And of particular interest, the team noted, the truncating IL4R mutations are the only genetic alterations described to date that seem to exclusively occur in cHL, and therefore discriminate between Hodgkin and non-Hodgkin lymphomas.

The researchers also showed that patients who had no detectable circulating tumor DNA in their blood shortly after starting treatment were much less likely to have disease recurrence than those who had even small amounts of residual circulating cancer DNA at the same time point—a distinction researchers had hoped to see, but were unsure about being able to detect even with PhasED-Seq. “Patients with durable remissions experienced more precipitous and sustained ctDNA decreases compared with patients ultimately experiencing disease progression,” the scientists stated. “Specifically, patients with durable remissions achieved significantly lower ctDNA levels at various milestones throughout treatment … Accordingly, ctDNA detection was significantly associated with relapse risk, even at very low levels.”

Diehn added, “I was surprised that we could predict which patients would recur. Even with our ultrasensitive assay there was a significant chance that the signal from the cancer DNA could become undetectable after treatment, even in patients who eventually recurred.
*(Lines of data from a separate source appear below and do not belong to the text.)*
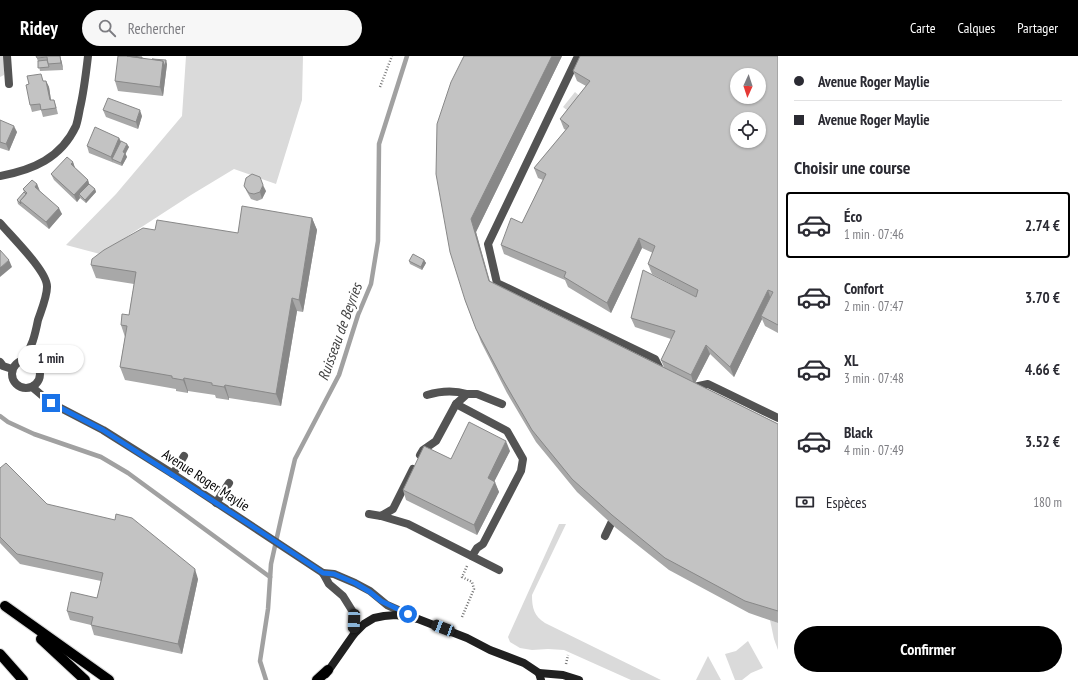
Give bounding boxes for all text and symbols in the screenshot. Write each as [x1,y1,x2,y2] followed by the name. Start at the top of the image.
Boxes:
[82,10,362,46] search box
[20,16,58,40] text: Ridey
[96,17,118,39] icon: search
[128,19,185,38] text: Rechercher
[910,19,935,37] text: Carte
[957,19,995,37] text: Calques
[1017,19,1058,37] text: Partager
[730,68,766,104] north arrow
[730,68,766,148] map controls
[818,72,930,91] text: Avenue Roger Maylie
[818,110,930,129] text: Avenue Roger Maylie
[730,112,766,148] button: locate
[794,156,911,179] text: Choisir une course
[796,207,832,243] icon: car
[844,207,862,226] text: Éco
[1025,216,1060,235] text: 2.74 €
[844,226,904,243] text: 1 min · 07:46
[313,279,367,383] water label: Ruisseau de Beyries
[796,279,832,315] icon: car
[844,279,884,298] text: Confort
[1025,288,1060,307] text: 3.70 €
[844,298,904,315] text: 2 min · 07:47
[18,345,84,373] callout: 1 min
[38,350,64,367] text: 1 min
[796,351,832,387] icon: car
[844,351,858,370] text: XL
[1025,360,1060,379] text: 4.66 €
[844,370,904,387] text: 3 min · 07:48
[42,394,60,412] route end
[796,423,832,459] icon: car
[844,423,873,442] text: Black
[1025,432,1060,451] text: 3.52 €
[844,442,904,459] text: 4 min · 07:49
[159,445,253,515] street label: Avenue Roger Maylie
[794,491,816,513] icon: cash
[826,493,866,512] text: Espèces
[1033,494,1062,511] text: 180 m
[399,605,417,623] route start
[348,609,360,633] car
[430,618,456,638] car
[794,626,1062,672] button: Confirmer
But this didn’t happen.”

The authors concluded, “… using PhasED Seq we demonstrate the clinical value of pre- and on-treatment ctDNA levels for longitudinally refining cHL risk prediction, and for detection of radiographically occult minimal residual disease … Collectively, this study contributes to the broader understanding of cHL biology, offers opportunities to improve risk stratification and response assessment, and describes novel targets for precision therapy.”
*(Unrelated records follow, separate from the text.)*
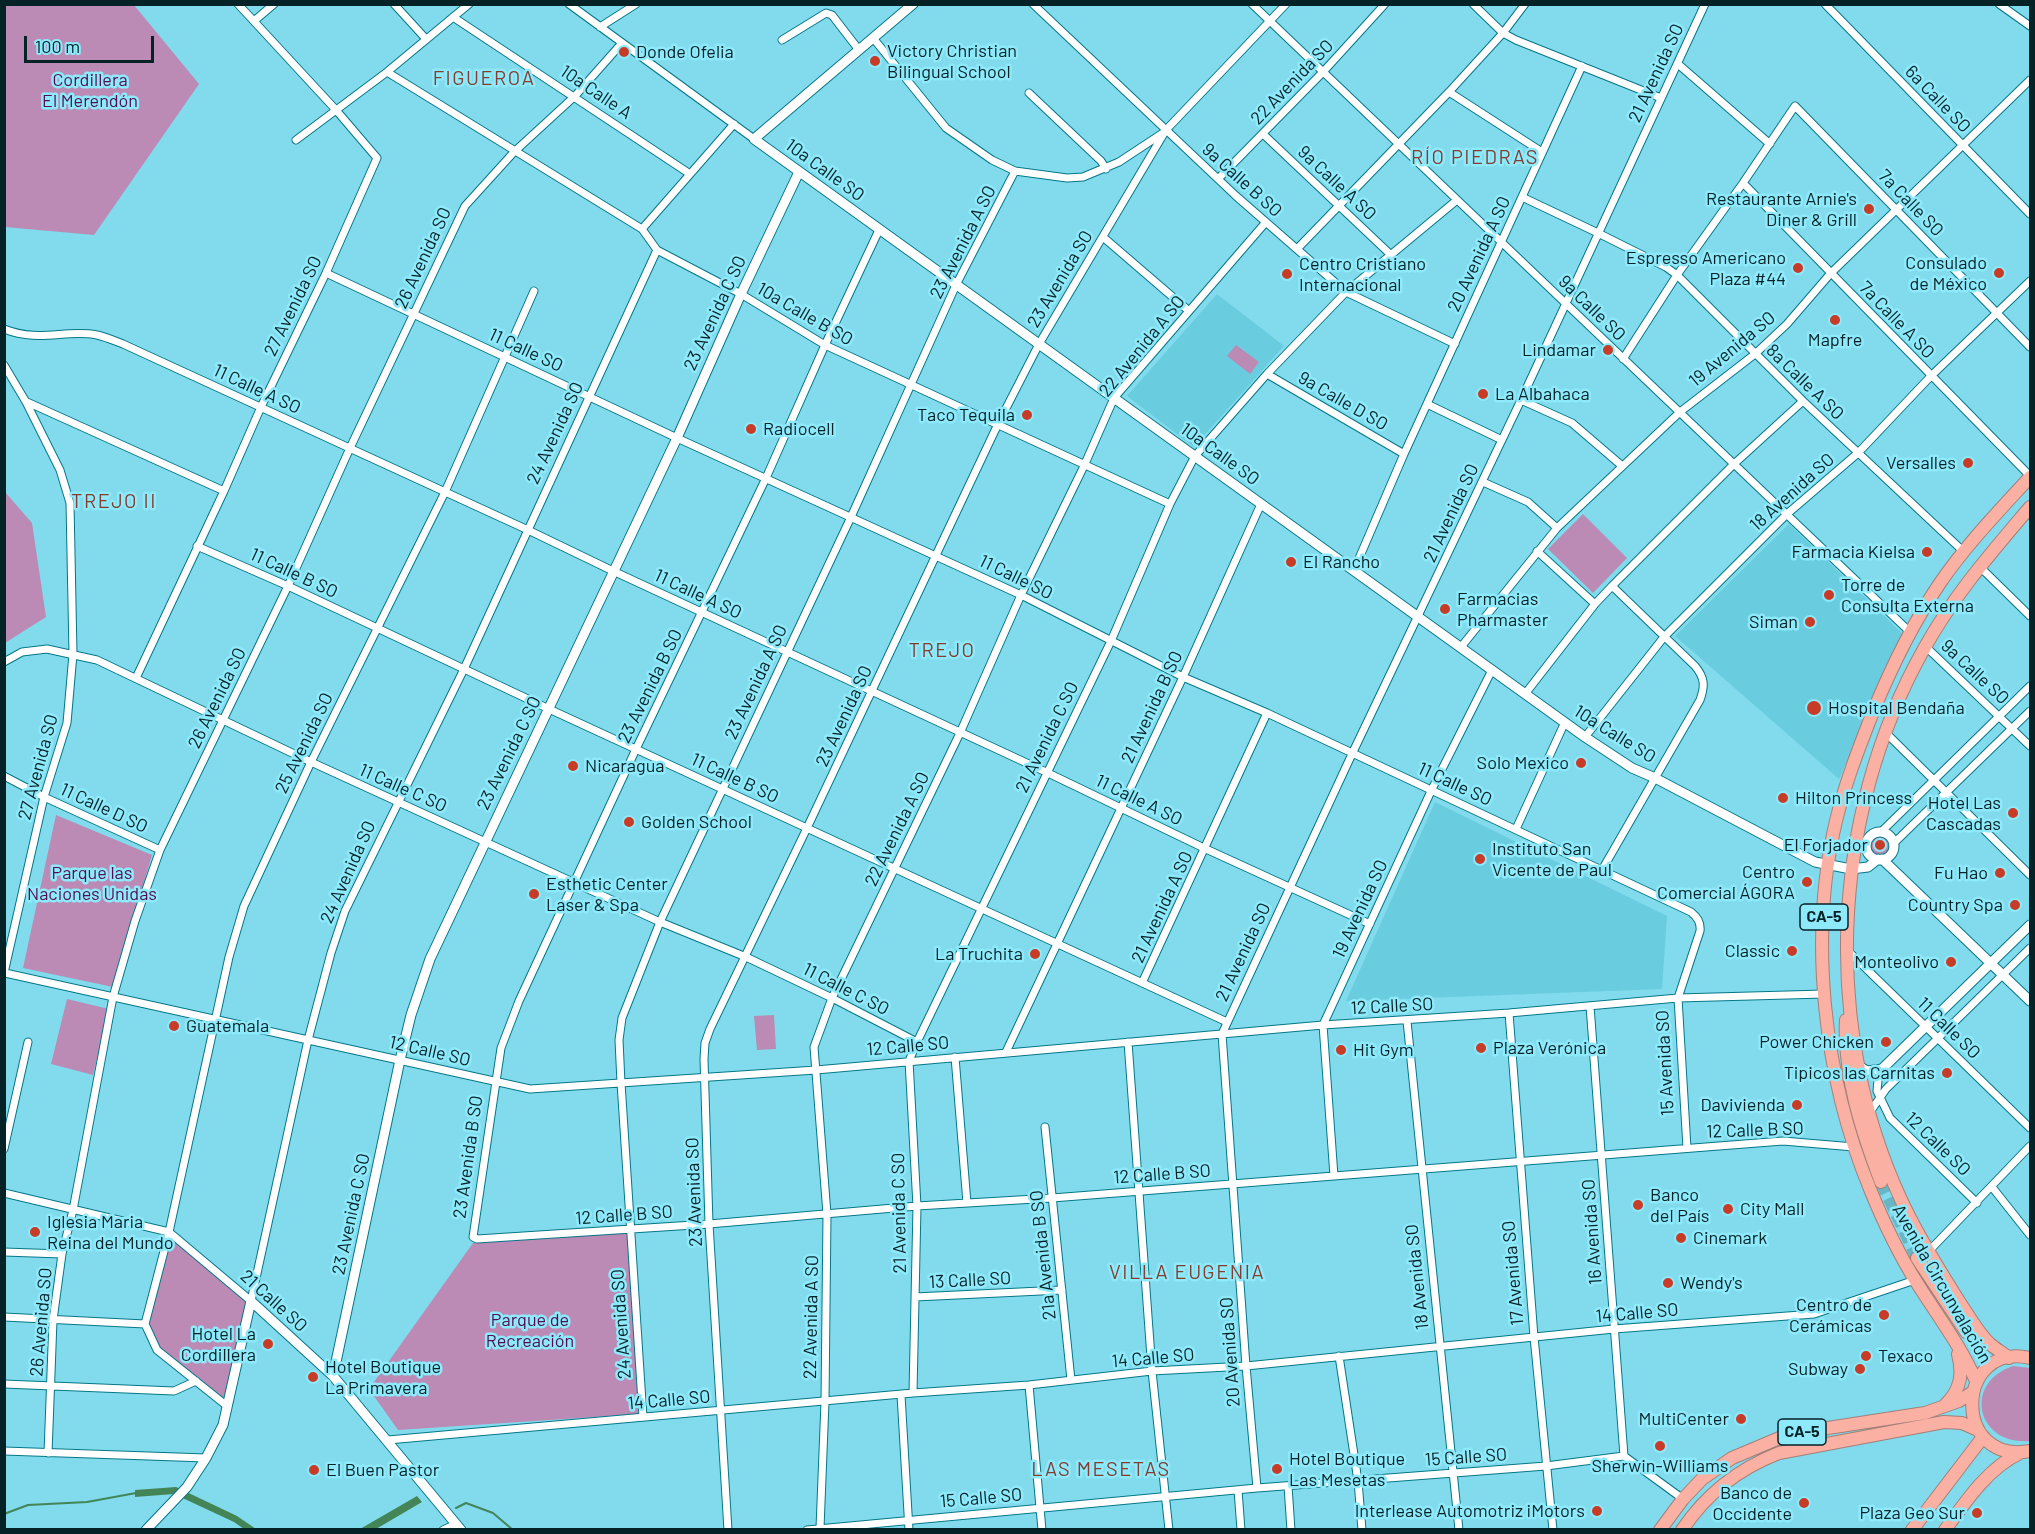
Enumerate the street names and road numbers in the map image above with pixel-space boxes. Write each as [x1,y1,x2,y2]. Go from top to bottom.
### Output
street label: 21 Avenida SO [1624,20,1688,126]
street label: 22 Avenida SO [1246,35,1338,129]
street label: 10a Calle A [556,60,636,124]
street label: 6a Calle SO [1901,61,1975,137]
street label: 10a Calle SO [781,134,869,206]
street label: 9a Calle B SO [1198,138,1286,222]
street label: 9a Calle A SO [1293,141,1381,225]
street label: 7a Calle SO [1874,165,1948,241]
street label: 23 Avenida A SO [925,182,1001,302]
street label: 20 Avenida A SO [1443,193,1515,315]
street label: 26 Avenida SO [390,204,456,312]
street label: 23 Avenida SO [1023,227,1097,331]
street label: 27 Avenida SO [259,252,327,360]
street label: 23 Avenida C SO [679,252,751,374]
street label: 9a Calle SO [1554,271,1630,345]
street label: 7a Calle A SO [1855,277,1939,363]
street label: 10a Calle B SO [753,278,857,350]
street label: 22 Avenida A SO [1094,291,1190,401]
street label: 19 Avenida SO [1684,307,1780,391]
street label: 11 Calle SO [485,323,567,377]
street label: 8a Calle A SO [1762,340,1848,424]
street label: 11 Calle A SO [210,359,304,419]
street label: 9a Calle D SO [1294,367,1392,435]
street label: 24 Avenida SO [522,379,588,487]
street label: 10a Calle SO [1176,418,1264,490]
street label: 18 Avenida SO [1745,448,1839,536]
street label: 21 Avenida SO [1419,460,1483,566]
street label: 11 Calle B SO [247,543,341,603]
street label: 11 Calle SO [976,550,1056,604]
street label: 11 Calle A SO [651,564,745,624]
street label: 23 Avenida A SO [720,621,792,743]
street label: 23 Avenida B SO [613,625,687,747]
street label: 9a Calle SO [1936,635,2014,709]
street label: 26 Avenida SO [183,644,251,752]
street label: 21 Avenida B SO [1117,648,1187,766]
street label: 23 Avenida SO [811,662,877,770]
street label: 21 Avenida C SO [1011,678,1083,796]
street label: 25 Avenida SO [270,689,338,797]
street label: 23 Avenida C SO [472,693,546,813]
street label: 10a Calle SO [1570,700,1660,768]
street label: 27 Avenida SO [14,712,62,822]
street label: 11 Calle B SO [688,748,782,808]
street label: 11 Calle SO [1414,757,1496,811]
street label: 11 Calle C SO [356,759,450,817]
street label: 22 Avenida A SO [860,768,934,890]
street label: 11 Calle A SO [1092,770,1186,830]
street label: 11 Calle D SO [57,778,151,838]
street label: 24 Avenida SO [316,817,380,927]
street label: 21 Avenida A SO [1127,848,1197,966]
street label: 19 Avenida SO [1328,856,1392,962]
street label: 21 Avenida SO [1211,899,1275,1005]
road number: CA-5 [1800,904,1848,930]
street label: 11 Calle C SO [799,958,893,1020]
street label: 12 Calle SO [1350,993,1434,1019]
street label: 11 Calle SO [1913,993,1985,1063]
street label: 15 Avenida SO [1651,1009,1679,1117]
street label: 12 Calle SO [387,1031,473,1071]
street label: 12 Calle SO [866,1032,950,1060]
street label: 23 Avenida B SO [449,1094,487,1220]
street label: 12 Calle SO [1901,1107,1975,1181]
street label: 12 Calle B SO [1706,1118,1804,1142]
street label: 23 Avenida SO [681,1137,707,1247]
street label: 23 Avenida C SO [328,1151,374,1277]
street label: 21 Avenida C SO [887,1152,911,1274]
street label: 12 Calle B SO [1113,1160,1211,1188]
street label: 16 Avenida SO [1578,1178,1606,1286]
street label: 21a Avenida B SO [1025,1189,1061,1321]
street label: 12 Calle B SO [575,1201,673,1229]
street label: Avenida Circunvalación [1888,1201,1996,1367]
street label: 17 Avenida SO [1498,1220,1528,1326]
street label: 18 Avenida SO [1401,1223,1433,1331]
street label: 22 Avenida A SO [799,1255,823,1379]
street label: 21 Calle SO [236,1265,312,1337]
street label: 26 Avenida SO [25,1267,57,1377]
street label: 13 Calle SO [928,1267,1012,1293]
street label: 24 Avenida SO [606,1268,636,1380]
street label: 20 Avenida SO [1215,1296,1245,1408]
street label: 14 Calle SO [1595,1299,1679,1327]
street label: 14 Calle SO [1111,1344,1195,1372]
street label: 14 Calle SO [627,1386,711,1414]
road number: CA-5 [1778,1419,1826,1445]
street label: 15 Calle SO [1424,1443,1508,1471]
street label: 15 Calle SO [939,1484,1023,1512]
The researchers seeking to understand more about the biology of Hodgkin lymphoma have one key goal: the improvement of care for patients. Just over 60 years ago, Stanford radiologist Henry Kaplan, MD pioneered the use of targeted radiation to treat Hodgkin lymphoma. The new therapy, delivered by a high-energy linear accelerator Kaplan developed in the 1950s for medical use, was the first step in a Stanford-driven effort to turn the once fatal cancer of the lymph nodes into one that is now highly curable. Soon thereafter, Kaplan was joined by medical oncologist Saul Rosenberg, MD, and the two worked out ways to combine radiation therapy with chemotherapy regimens, including one known simply as the Stanford 5 (named because it was the fifth in a series of gradually less toxic treatments).

“The number of people who experience recurrence is small, but, like Henry Kaplan and Saul Rosenberg, we want to save every one of them,” Diehn said. “They would have been amazed and gratified by these findings, which build upon their important work from decades ago. We look forward to an era in which we can cure every patient with no toxicity.”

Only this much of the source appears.